No. And that needs a deep dive. We saw this difference across a lot of surgeries, and there were 1.3 million procedures in our database. Given that volume, we don’t sense that this is some technical thing in the operating room. The operating room is just one part of your surgical experience, which starts as soon as you step into the hospital and meet the team.
What do you think is going on here?
There may be differences around communication, understanding what a patient wants; perhaps there’s a difference in decision-making. Very few people die in the operating room. Most things happen after surgery, and picking up on those complications early can be life-saving. Perhaps men and women physicians are communicating with their teams differently. Perhaps they’re listening to patients differently. There are a lot of subtleties, which I will say don’t get taught at medical school, that might feed into some of those adverse outcomes. There are likely to be differences in style that we can all learn from.

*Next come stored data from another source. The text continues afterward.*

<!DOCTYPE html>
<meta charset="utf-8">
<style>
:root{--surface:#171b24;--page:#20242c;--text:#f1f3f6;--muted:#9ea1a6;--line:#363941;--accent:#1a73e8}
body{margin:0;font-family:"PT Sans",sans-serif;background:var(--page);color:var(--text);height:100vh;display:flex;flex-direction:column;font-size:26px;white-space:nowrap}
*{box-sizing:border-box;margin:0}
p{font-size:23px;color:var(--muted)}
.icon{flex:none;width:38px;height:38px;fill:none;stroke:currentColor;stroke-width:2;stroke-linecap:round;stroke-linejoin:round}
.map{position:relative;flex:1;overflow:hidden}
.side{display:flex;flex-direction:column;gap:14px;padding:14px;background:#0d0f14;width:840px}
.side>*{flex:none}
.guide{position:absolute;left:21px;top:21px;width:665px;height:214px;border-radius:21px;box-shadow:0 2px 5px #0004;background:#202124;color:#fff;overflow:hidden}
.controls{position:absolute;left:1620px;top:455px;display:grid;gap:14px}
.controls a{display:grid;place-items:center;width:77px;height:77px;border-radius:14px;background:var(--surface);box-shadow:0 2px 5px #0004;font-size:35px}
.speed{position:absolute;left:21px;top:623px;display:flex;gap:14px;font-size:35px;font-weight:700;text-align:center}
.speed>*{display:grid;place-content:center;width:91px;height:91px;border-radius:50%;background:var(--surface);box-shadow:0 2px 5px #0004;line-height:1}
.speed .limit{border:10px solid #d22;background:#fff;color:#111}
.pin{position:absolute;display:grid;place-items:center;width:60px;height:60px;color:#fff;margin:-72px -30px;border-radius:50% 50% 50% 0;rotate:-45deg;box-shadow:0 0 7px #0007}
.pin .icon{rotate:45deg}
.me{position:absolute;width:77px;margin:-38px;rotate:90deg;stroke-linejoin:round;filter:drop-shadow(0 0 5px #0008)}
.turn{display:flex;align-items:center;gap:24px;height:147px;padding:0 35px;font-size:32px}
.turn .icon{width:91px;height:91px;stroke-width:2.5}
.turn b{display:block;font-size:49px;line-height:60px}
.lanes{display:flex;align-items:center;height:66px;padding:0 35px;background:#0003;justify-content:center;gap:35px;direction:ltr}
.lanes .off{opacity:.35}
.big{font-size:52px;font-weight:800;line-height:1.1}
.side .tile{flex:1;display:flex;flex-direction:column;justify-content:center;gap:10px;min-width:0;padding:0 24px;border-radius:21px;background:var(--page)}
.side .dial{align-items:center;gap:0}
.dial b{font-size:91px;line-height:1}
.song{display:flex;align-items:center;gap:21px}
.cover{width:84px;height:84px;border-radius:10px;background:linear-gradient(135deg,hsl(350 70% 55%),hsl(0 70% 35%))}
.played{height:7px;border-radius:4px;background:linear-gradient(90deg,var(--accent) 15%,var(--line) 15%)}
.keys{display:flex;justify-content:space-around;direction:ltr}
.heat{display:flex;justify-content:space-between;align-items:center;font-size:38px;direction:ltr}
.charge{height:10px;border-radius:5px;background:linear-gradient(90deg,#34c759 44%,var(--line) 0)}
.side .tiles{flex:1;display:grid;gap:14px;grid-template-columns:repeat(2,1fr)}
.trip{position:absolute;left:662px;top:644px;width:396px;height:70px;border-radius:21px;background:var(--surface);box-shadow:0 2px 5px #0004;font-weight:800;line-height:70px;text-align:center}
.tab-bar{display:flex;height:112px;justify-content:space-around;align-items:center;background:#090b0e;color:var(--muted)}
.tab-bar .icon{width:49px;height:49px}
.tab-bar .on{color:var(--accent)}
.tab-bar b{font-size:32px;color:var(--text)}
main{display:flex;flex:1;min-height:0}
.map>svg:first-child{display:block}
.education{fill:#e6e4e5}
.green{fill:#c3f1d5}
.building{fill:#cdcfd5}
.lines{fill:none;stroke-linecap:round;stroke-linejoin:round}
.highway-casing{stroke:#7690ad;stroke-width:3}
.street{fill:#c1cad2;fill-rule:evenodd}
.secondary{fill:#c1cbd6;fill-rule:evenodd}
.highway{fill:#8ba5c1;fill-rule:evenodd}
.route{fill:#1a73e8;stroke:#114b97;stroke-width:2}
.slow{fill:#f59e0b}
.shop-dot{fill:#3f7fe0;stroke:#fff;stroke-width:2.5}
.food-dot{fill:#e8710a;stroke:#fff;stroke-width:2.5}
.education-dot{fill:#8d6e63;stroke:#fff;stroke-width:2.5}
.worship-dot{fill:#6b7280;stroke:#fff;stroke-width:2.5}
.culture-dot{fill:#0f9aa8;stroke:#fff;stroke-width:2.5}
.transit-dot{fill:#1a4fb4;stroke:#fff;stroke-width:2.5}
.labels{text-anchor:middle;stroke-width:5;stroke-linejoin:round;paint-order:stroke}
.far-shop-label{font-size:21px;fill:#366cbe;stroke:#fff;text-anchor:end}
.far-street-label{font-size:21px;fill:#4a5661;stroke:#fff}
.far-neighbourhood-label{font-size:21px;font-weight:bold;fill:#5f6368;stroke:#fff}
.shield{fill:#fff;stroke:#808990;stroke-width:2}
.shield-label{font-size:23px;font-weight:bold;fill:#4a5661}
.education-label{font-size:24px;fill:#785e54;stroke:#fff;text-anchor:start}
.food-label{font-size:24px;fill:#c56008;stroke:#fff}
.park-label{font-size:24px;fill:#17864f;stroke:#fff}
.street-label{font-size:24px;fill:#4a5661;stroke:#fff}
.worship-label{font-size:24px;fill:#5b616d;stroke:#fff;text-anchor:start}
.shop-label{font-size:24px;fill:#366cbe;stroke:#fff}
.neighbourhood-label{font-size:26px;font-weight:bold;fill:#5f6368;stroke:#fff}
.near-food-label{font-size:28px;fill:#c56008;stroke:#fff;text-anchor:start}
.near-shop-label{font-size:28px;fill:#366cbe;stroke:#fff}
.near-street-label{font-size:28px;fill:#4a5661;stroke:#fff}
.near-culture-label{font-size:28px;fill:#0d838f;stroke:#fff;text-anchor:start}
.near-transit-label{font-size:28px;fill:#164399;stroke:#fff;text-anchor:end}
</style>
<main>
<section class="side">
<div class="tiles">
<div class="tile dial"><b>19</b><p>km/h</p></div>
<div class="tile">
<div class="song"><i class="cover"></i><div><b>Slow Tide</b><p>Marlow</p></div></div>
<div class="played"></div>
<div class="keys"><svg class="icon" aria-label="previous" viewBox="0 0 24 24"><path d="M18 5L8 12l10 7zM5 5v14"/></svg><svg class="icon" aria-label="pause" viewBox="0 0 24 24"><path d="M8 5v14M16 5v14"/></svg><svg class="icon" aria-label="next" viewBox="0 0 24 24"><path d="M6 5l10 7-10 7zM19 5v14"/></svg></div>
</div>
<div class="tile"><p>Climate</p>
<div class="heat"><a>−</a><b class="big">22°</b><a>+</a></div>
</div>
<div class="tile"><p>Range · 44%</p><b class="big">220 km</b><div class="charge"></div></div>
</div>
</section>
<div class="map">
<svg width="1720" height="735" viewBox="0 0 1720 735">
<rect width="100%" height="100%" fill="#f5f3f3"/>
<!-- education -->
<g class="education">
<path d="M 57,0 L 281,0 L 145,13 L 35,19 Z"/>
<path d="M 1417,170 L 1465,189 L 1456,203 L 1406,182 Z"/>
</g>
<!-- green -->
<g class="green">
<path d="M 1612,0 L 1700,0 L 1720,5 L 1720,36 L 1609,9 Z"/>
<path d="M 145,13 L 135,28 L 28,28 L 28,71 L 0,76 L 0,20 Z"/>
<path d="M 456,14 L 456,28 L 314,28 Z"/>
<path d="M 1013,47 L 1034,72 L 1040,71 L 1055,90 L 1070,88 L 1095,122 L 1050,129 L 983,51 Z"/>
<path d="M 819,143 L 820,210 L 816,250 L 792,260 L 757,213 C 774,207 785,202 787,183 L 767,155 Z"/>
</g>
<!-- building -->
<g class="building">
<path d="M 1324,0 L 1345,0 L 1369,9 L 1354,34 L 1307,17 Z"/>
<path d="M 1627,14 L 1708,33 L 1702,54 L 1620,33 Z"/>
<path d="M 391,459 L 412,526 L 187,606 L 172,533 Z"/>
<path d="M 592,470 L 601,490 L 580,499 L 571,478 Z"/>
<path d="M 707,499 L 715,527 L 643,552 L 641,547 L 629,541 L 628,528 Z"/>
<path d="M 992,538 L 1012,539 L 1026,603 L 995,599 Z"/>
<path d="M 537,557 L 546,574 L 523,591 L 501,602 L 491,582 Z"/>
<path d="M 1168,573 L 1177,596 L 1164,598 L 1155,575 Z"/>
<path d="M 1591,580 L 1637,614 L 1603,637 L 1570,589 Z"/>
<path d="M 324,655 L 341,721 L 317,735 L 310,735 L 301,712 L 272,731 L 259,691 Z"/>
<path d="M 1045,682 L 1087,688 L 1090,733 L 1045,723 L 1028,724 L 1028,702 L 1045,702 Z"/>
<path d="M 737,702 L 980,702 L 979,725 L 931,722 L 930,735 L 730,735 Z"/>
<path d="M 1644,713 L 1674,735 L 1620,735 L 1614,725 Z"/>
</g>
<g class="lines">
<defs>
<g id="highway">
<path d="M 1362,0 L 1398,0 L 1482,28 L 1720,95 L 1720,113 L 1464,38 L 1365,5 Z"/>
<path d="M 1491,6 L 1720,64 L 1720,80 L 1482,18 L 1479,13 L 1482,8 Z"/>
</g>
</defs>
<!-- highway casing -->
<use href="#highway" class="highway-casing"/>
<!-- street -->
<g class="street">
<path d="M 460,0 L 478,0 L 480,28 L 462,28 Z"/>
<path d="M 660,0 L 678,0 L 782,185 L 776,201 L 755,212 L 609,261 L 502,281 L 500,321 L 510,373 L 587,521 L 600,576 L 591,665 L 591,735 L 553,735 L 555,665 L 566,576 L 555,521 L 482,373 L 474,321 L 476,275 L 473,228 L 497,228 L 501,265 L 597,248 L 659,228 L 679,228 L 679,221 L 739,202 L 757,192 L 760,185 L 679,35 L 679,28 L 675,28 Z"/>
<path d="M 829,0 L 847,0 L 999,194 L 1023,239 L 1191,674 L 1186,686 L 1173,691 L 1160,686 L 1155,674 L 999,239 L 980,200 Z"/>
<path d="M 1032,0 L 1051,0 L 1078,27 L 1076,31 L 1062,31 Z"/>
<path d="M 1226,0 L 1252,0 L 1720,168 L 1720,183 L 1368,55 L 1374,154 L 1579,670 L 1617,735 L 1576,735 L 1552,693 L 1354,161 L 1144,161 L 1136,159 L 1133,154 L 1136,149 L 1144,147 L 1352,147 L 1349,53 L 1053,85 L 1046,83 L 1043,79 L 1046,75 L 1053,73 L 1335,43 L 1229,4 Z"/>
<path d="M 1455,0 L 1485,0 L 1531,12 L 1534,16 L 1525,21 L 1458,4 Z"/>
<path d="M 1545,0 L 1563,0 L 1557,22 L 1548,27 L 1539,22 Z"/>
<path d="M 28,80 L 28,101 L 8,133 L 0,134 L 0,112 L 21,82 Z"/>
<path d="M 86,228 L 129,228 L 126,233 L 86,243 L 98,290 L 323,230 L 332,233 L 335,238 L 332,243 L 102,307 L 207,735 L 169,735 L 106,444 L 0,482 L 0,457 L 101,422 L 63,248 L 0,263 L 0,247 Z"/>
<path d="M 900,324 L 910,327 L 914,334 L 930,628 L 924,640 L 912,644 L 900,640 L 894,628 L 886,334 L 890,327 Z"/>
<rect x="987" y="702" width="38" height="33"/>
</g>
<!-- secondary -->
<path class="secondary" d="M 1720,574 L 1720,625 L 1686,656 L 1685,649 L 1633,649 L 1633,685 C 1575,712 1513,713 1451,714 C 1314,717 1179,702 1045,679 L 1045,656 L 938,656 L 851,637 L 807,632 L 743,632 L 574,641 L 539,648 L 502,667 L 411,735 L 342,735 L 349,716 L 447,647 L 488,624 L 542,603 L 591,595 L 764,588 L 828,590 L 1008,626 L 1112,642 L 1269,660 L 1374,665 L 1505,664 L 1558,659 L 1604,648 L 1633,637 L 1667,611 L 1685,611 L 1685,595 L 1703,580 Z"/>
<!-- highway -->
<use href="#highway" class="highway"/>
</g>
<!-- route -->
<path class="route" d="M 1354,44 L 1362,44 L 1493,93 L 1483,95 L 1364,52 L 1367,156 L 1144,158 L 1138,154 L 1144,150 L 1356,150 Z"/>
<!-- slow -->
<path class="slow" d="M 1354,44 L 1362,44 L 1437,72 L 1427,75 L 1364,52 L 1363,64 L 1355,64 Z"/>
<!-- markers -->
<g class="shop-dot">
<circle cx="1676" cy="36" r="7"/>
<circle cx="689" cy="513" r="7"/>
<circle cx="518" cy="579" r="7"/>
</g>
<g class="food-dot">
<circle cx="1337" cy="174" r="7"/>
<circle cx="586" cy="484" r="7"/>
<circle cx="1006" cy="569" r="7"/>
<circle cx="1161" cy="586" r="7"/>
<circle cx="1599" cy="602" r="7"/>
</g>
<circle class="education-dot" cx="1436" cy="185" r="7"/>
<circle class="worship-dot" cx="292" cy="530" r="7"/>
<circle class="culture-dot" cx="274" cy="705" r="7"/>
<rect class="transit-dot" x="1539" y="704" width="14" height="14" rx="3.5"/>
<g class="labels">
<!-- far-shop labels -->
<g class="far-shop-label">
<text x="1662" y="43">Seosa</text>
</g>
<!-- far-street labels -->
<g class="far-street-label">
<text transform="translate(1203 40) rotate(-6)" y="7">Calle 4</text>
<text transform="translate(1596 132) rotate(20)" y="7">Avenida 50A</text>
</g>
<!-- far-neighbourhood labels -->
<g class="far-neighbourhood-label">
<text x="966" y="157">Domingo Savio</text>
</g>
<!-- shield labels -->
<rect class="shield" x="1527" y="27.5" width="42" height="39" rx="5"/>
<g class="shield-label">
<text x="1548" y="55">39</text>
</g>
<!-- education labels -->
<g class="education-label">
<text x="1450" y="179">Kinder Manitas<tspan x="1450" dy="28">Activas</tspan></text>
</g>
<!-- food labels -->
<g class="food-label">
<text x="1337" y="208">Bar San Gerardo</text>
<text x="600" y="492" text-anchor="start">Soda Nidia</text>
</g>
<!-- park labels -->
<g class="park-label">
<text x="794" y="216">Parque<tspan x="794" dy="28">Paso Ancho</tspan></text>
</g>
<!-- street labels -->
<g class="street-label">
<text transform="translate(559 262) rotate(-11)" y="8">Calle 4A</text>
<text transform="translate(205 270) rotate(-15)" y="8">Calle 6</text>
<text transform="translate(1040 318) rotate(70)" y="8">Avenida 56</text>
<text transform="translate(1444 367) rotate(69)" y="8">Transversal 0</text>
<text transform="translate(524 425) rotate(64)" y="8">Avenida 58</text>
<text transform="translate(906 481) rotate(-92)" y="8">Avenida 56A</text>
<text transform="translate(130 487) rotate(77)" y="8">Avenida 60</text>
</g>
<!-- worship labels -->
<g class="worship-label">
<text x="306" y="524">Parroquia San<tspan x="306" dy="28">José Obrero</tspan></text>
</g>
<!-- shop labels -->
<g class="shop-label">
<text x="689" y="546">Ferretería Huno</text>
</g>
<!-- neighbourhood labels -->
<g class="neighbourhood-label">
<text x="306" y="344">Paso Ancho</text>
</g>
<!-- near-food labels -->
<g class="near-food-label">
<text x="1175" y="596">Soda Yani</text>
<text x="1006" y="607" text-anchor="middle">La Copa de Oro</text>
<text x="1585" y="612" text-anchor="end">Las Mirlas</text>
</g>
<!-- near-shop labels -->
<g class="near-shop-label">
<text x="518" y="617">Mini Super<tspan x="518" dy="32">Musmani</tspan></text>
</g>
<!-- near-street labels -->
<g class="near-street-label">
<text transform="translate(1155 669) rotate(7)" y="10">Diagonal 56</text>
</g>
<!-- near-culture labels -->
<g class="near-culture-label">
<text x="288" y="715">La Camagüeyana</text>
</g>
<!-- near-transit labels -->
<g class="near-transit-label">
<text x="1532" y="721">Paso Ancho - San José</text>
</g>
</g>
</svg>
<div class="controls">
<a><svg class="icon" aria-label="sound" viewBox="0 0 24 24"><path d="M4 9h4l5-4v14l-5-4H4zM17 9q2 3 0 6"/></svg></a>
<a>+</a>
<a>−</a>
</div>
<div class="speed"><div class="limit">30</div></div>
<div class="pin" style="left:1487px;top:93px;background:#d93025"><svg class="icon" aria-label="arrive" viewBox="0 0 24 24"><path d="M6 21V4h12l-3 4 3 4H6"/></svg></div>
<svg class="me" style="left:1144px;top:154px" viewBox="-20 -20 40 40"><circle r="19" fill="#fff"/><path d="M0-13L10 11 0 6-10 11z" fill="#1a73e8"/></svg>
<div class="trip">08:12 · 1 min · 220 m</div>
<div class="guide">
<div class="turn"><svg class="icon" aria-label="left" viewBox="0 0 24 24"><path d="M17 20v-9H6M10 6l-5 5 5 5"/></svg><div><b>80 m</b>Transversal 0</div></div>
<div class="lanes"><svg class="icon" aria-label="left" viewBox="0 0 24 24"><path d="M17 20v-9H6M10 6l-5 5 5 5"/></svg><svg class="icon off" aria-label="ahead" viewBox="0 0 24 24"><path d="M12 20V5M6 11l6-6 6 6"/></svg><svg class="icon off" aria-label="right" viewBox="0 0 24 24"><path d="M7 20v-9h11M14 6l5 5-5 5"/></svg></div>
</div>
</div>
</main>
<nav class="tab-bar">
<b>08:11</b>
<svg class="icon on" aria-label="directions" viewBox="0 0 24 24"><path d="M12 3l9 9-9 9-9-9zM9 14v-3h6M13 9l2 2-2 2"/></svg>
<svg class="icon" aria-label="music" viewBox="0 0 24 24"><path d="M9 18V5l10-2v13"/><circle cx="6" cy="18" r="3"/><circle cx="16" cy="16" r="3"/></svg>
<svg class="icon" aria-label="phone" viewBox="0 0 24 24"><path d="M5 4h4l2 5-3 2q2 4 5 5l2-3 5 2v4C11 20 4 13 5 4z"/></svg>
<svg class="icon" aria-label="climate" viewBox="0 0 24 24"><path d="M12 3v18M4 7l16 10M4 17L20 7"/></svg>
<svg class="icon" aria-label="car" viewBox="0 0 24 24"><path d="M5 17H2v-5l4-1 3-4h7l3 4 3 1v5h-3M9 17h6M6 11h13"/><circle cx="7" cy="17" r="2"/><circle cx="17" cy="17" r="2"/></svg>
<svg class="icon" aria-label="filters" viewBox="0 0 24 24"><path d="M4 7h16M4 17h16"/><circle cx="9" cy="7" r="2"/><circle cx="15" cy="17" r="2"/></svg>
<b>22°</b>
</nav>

Better communicators, better listeners—not to truck in gigantic generalizations, but that does sound like women to me. Has that been your experience working as an anesthesiologist in the operating room?
I’d say I work with great people, technically and clinically, everywhere. I find women will communicate a bit more. And if I’m concerned about something and we need to pause or think or go faster or whatever, I find they listen. It is a bit of a generalization. There are some men who do that really well. There are probably some women who do that really badly. But I’m starting to see more women surgeons—more women in leadership generally—from when I was a medical student 20 years ago. To get where they are, women often have to do much more; they’ve got to tap into tons of skills, go the umpteenth mile.
And have you noticed differences in female patients, in terms of how they might discuss their symptoms—or how they might be received by surgeons of the opposite sex?
I find women will ask more questions, but you know, how you ask your questions often dictates what’s underneath. Maybe you’re a bit nervous, or you need more reassurance about why something is important, or you may not want to do a procedure. A lot of conversation often means something else. How we perceive that information, as physicians, is so important.
How do we begin to fill this gap?
We’ve highlighted an issue, and now we need different researchers to come in. Understanding more about risk might be important. Are there patients we’re considering operating on who can get through the operation, but perhaps run into issues more frequently after surgery? And then we need researchers with an anthropological or psychology background to really dive into differences in communication style.
What has the response to this paper been like? I imagine some people in the medical community might be a bit…resistant to the findings.
It’s been a mixed bag. A lot of women feel vindicated and that their work has been recognized. There have been some male surgeons who have come up to me and said, “This is fantastic; you’ve highlighted an important area.” There’s a group in the middle who are quiet. And then there are people who are angry. We’ve had those emails, those messages on Twitter, where people feel their whole practice has been affected and are taking it very personally. Male surgeons in particular have taken it very personally.
Our response has been that this is a very macro-level study. That’s what big data is really good at doing—it highlights something. But it’s generalistic. It can never make an inference on your individual practice.
Since we’re on a macro level, I imagine it’s a long process to turn around these disparities in care.
Probably. If there was, let’s say, a lot of funding, it would be easier to carve out lots of topics to start examining which would help accelerate us forward. But a subject like this, which is more embedded in the health equity and disparity space, is becoming more of a core subject. People are understanding that this isn’t just dinner-party conversation. There’s real science to behold here.